*Work item*
In the material below, find every line containing the string "above" and return it.

*Listed records*
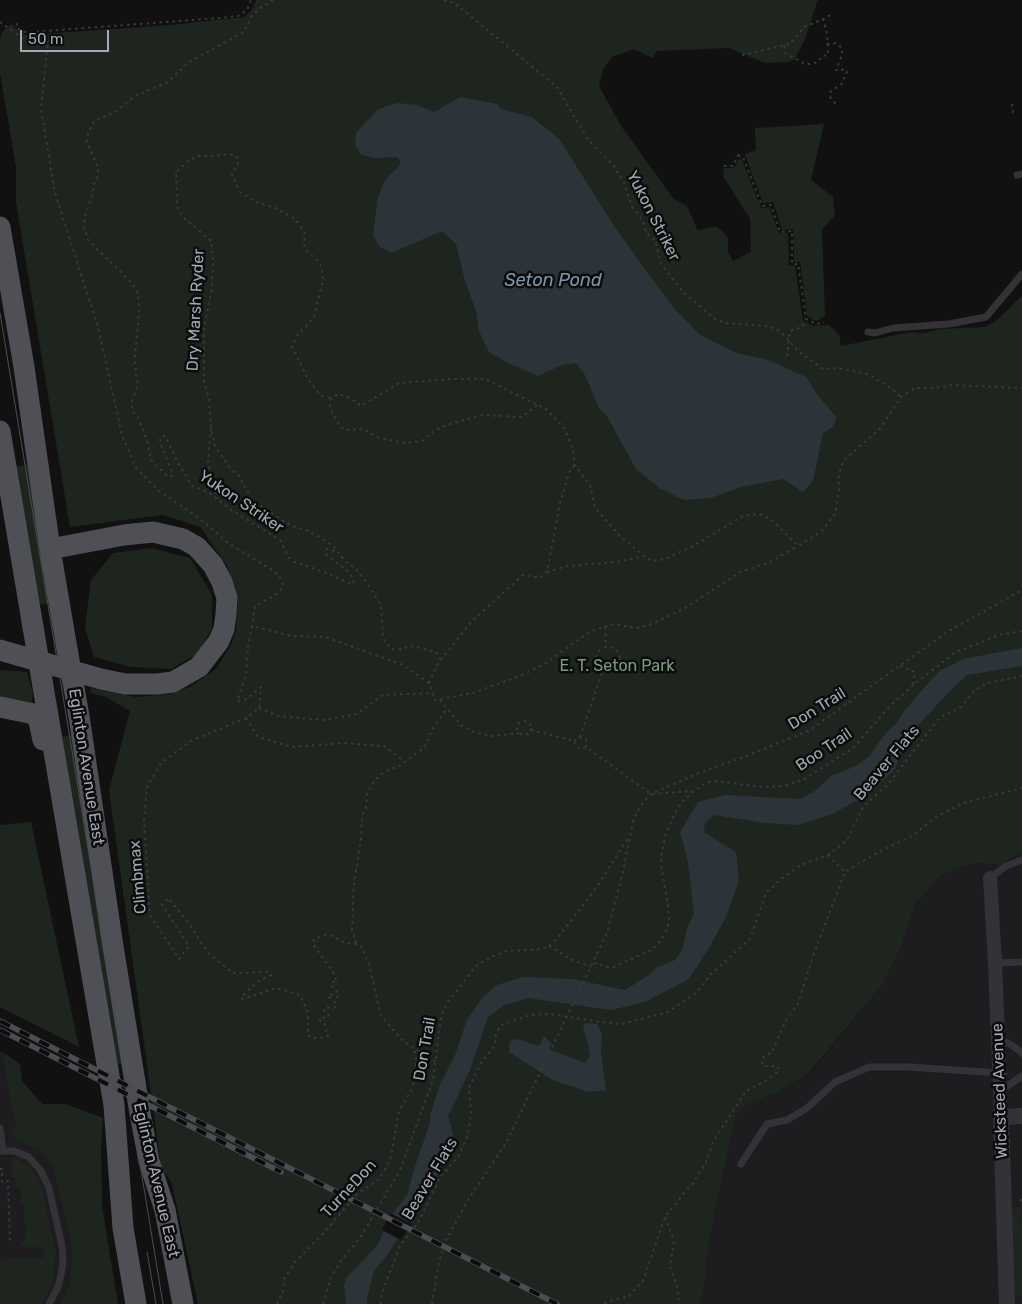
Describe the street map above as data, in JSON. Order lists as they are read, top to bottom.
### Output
{
  "streets": {
    "main road": ["Eglinton Avenue East"],
    "street": ["Wicksteed Avenue"],
    "path": [
      "Yukon Striker",
      "Dry Marsh Ryder",
      "Don Trail",
      "Boo Trail",
      "Beaver Flats",
      "Climbmax",
      "TurneDon"
    ]
  },
  "crossings": [
    ["Yukon Striker", "Dry Marsh Ryder"],
    ["Don Trail", "Boo Trail"],
    ["Don Trail", "Beaver Flats"]
  ],
  "water": ["Seton Pond"],
  "parks": ["E. T. Seton Park"],
  "scale_bar": "50 m"
}
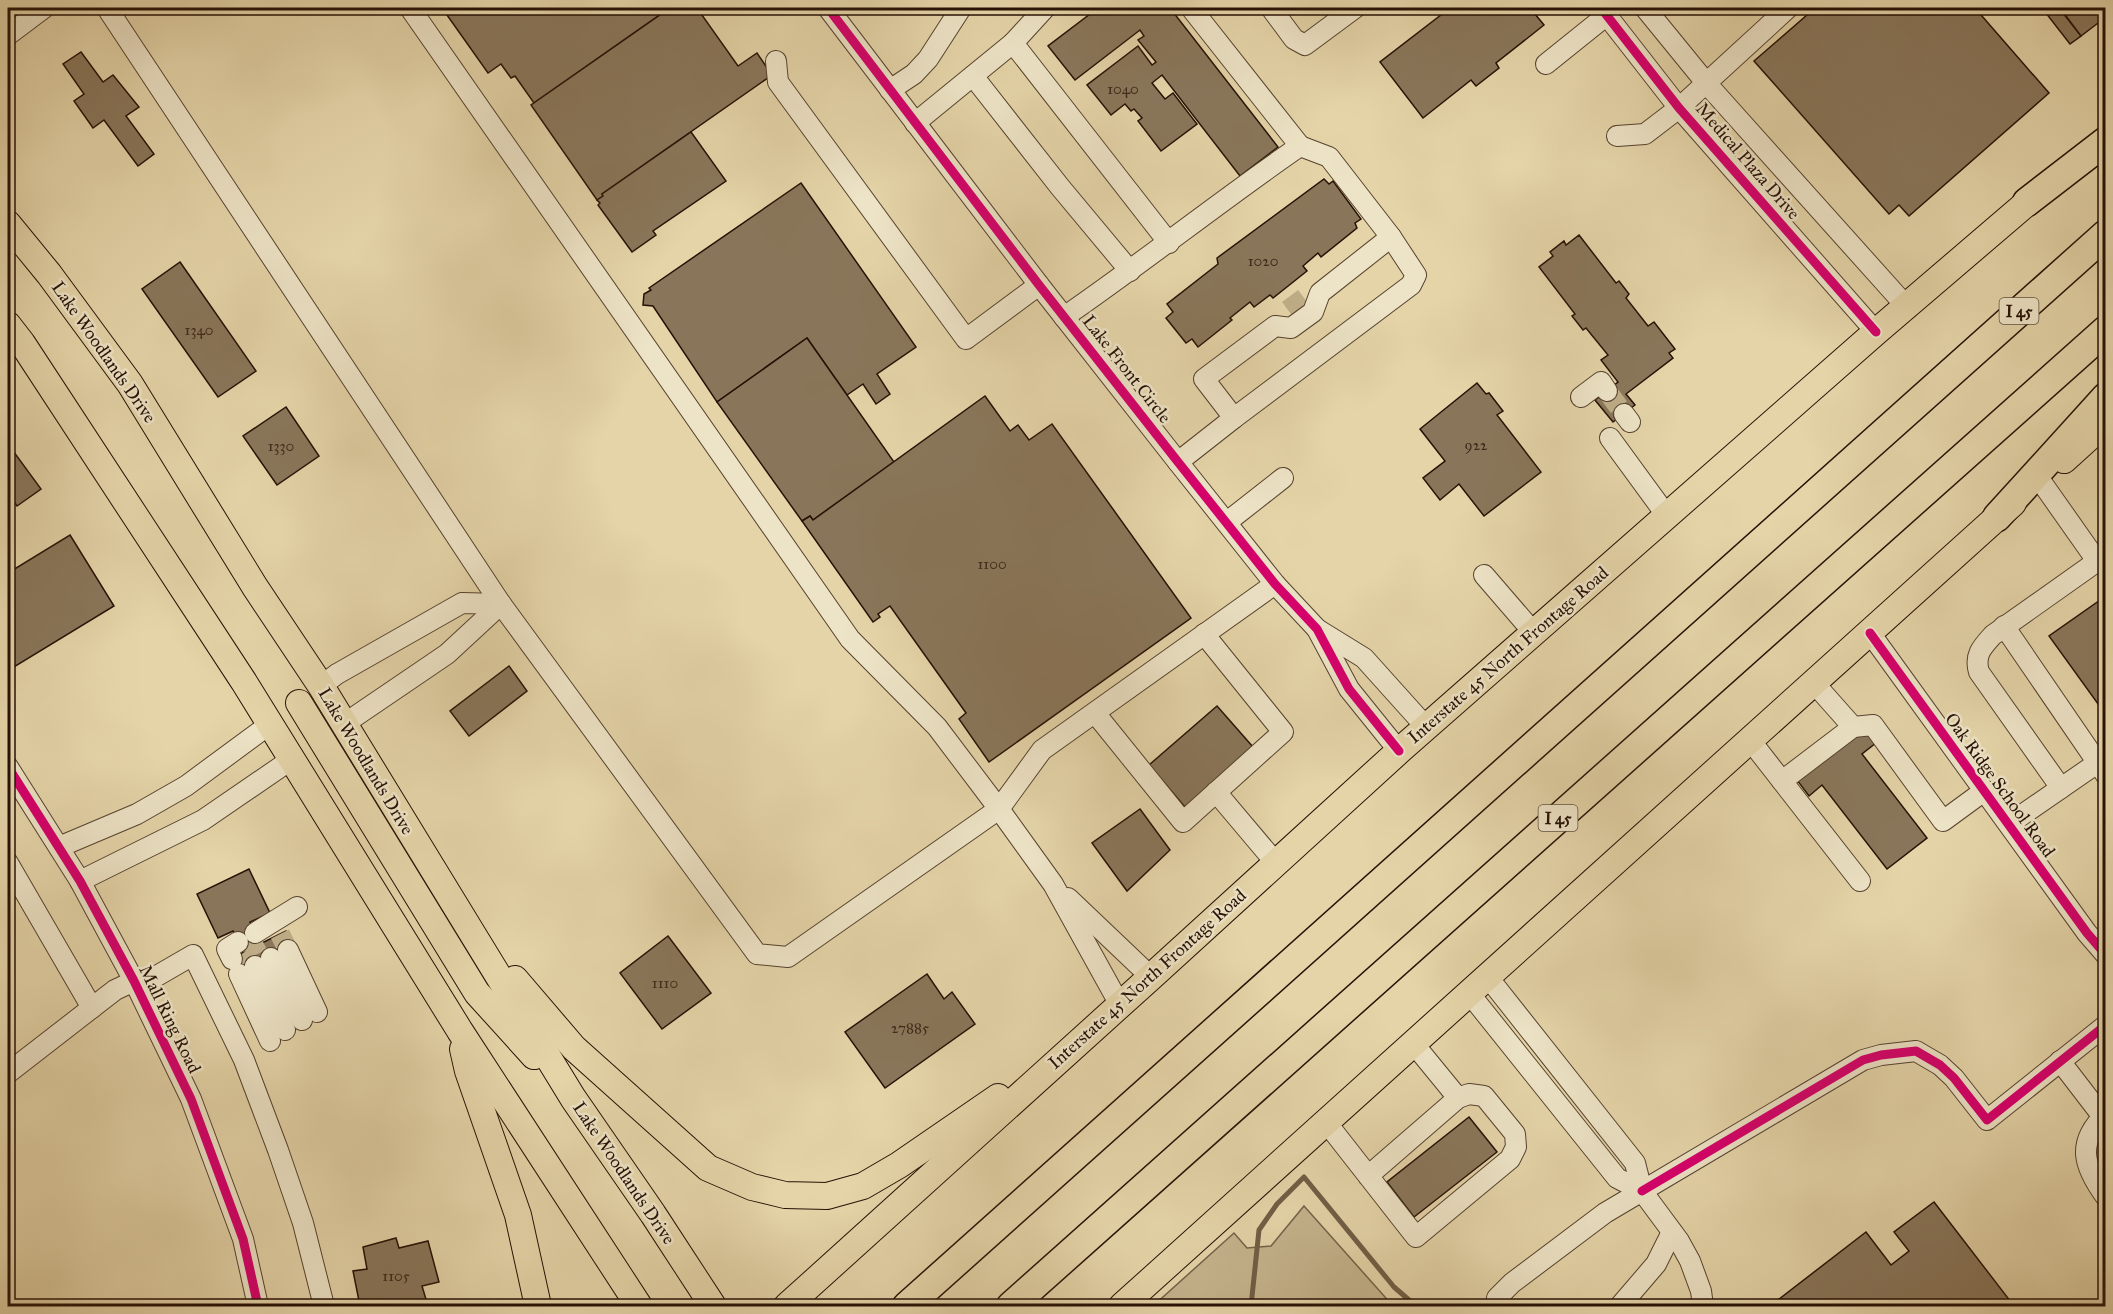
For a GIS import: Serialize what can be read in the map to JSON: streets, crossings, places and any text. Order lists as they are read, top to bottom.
{
  "streets": {
    "highway": ["I 45"],
    "main road": ["Lake Woodlands Drive", "Interstate 45 North Frontage Road"],
    "street": [
      "Medical Plaza Drive",
      "Lake Front Circle",
      "Oak Ridge School Road",
      "Mall Ring Road"
    ]
  },
  "crossings": [
    ["Medical Plaza Drive", "Interstate 45 North Frontage Road"],
    ["Lake Front Circle", "Interstate 45 North Frontage Road"]
  ],
  "house_numbers": [
    "1040",
    "1020",
    "1340",
    "922",
    "1330",
    "1100",
    "1110",
    "27885",
    "1105"
  ]
}
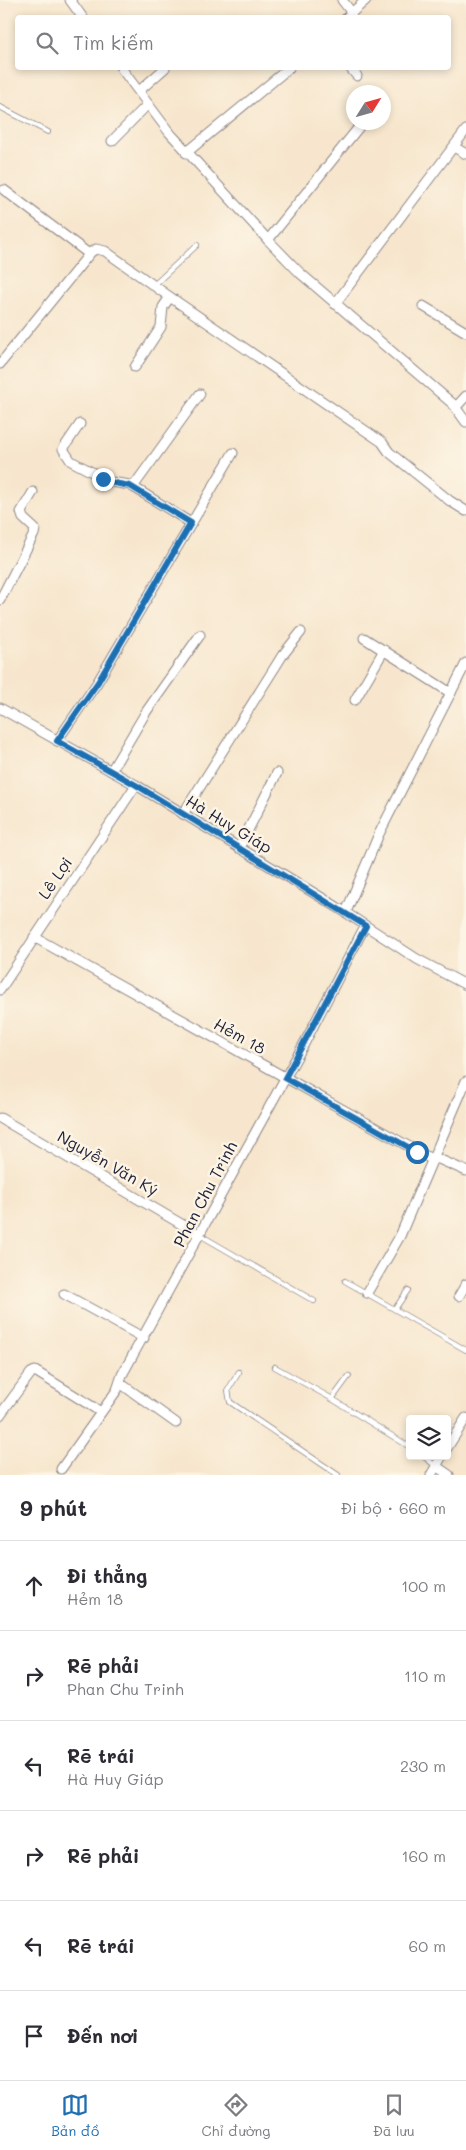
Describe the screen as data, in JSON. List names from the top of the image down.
{
  "streets": {
    "street": [
      "Hà Huy Giáp",
      "Lê Lợi",
      "Hẻm 18",
      "Nguyễn Văn Ký",
      "Phan Chu Trinh"
    ]
  },
  "crossings": [
    ["Hà Huy Giáp", "Lê Lợi"],
    ["Hà Huy Giáp", "Phan Chu Trinh"],
    ["Lê Lợi", "Hẻm 18"],
    ["Hẻm 18", "Phan Chu Trinh"],
    ["Nguyễn Văn Ký", "Phan Chu Trinh"]
  ],
  "north": "top right",
  "page": {
    "search": "Tìm kiếm",
    "heading": ["9 phút", "Đi bộ · 660 m"],
    "list": [
      ["Đi thẳng", "Hẻm 18", "100 m"],
      ["Rẽ phải", "Phan Chu Trinh", "110 m"],
      ["Rẽ trái", "Hà Huy Giáp", "230 m"],
      ["Rẽ phải", "160 m"],
      ["Rẽ trái", "60 m"],
      "Đến nơi"
    ],
    "nav": ["Bản đồ", "Chỉ đường", "Đã lưu"]
  }
}
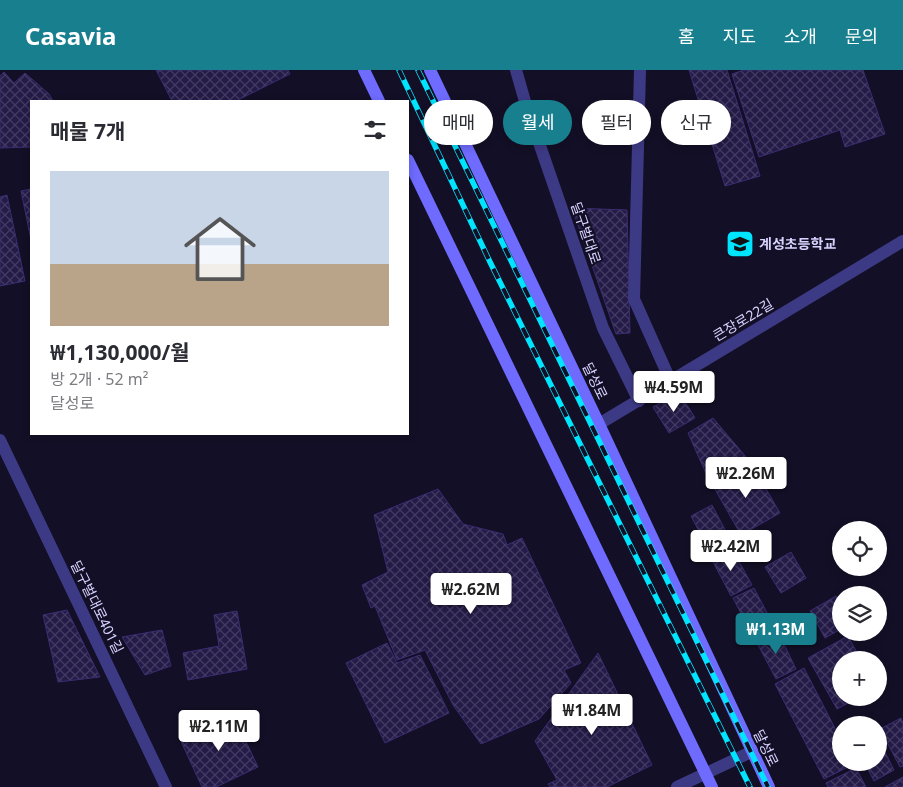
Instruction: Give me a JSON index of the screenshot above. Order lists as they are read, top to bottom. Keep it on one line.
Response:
{"streets":{"main road":["달성로"],"street":["달구벌대로","큰장로22길","달구벌대로401길"]},"crossings":[["달구벌대로","큰장로22길"],["큰장로22길","달성로"]],"places":{"school or university":["계성초등학교"]},"page":{"header":"Casavia","nav":["홈","지도","소개","문의"],"chip":["매매","월세","필터","신규"],"heading":"매물 7개","list":[{"name":"₩1,130,000/월","note":"방 2개 · 52 m² · 달성로"}],"price":["₩4.59M","₩2.26M","₩2.42M","₩2.62M","₩1.13M","₩1.84M","₩2.11M"],"map_buttons":["+","−"]}}
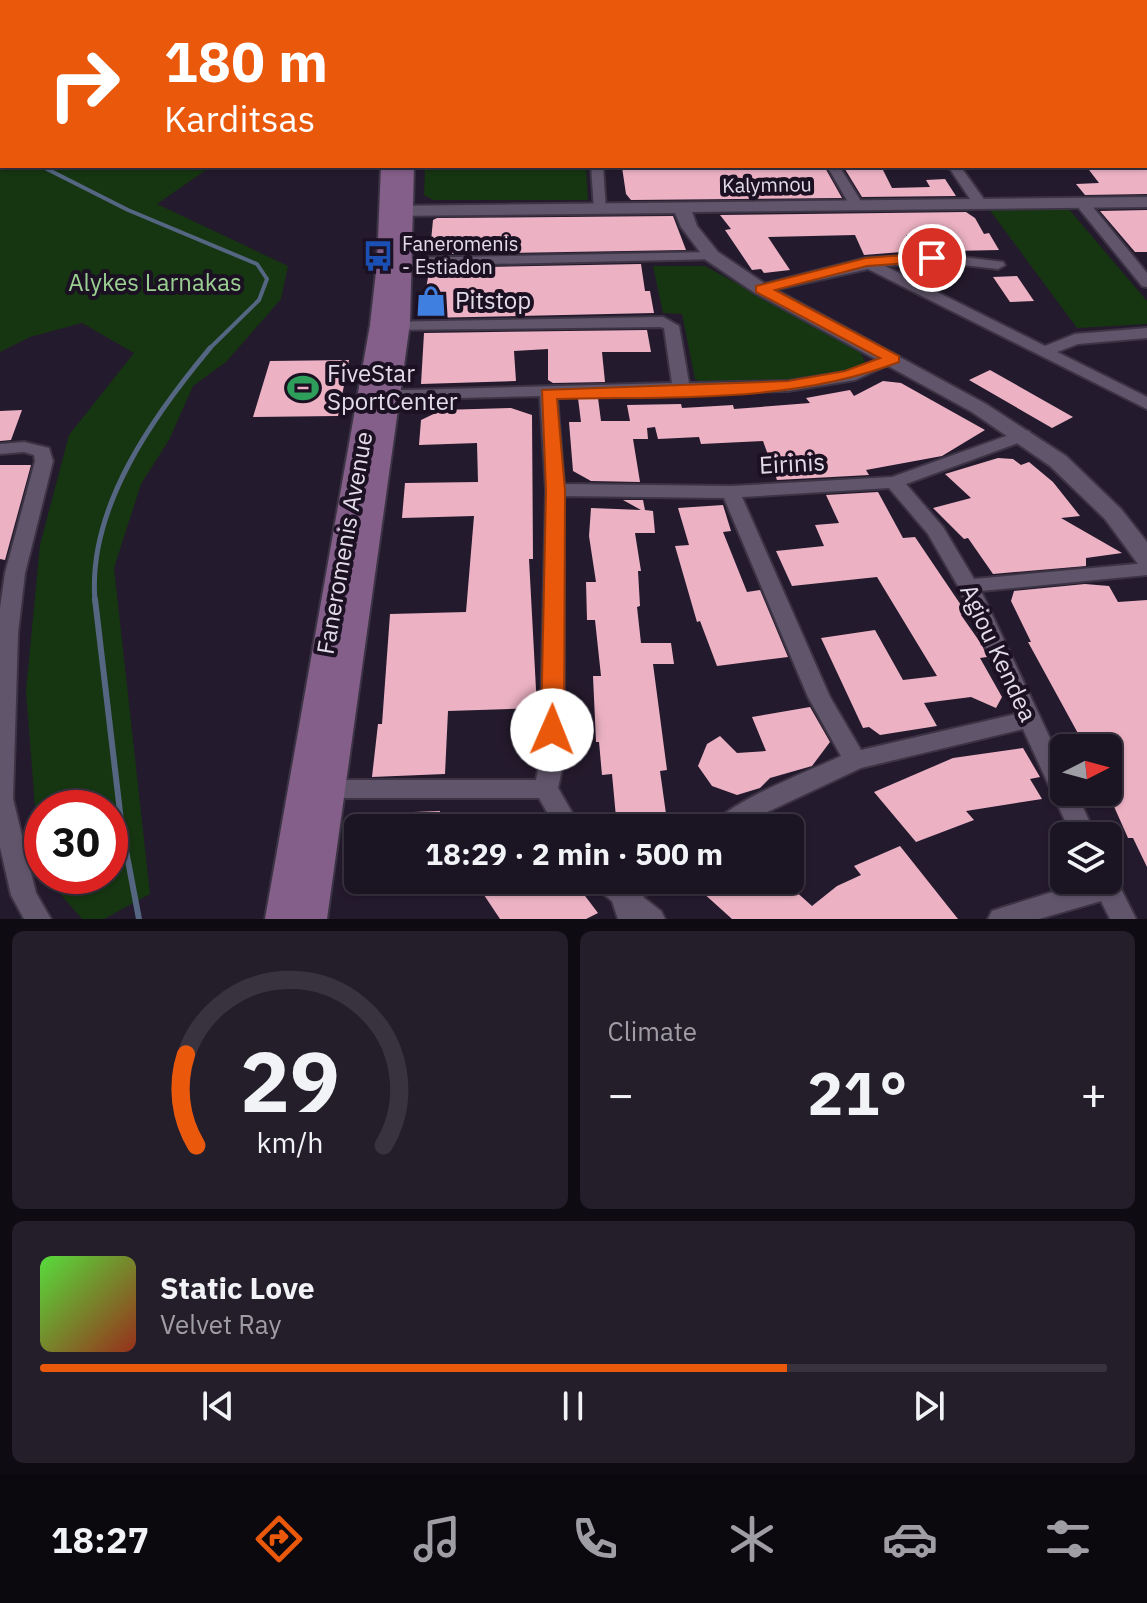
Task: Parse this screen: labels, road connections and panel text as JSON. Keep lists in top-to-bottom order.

*The completed task*
Describe the street map above as data, in JSON. Order lists as they are read, top to bottom.
Instruction: Give me a JSON index of the screenshot above. Order lists as they are read, top to bottom. Keep it on one line.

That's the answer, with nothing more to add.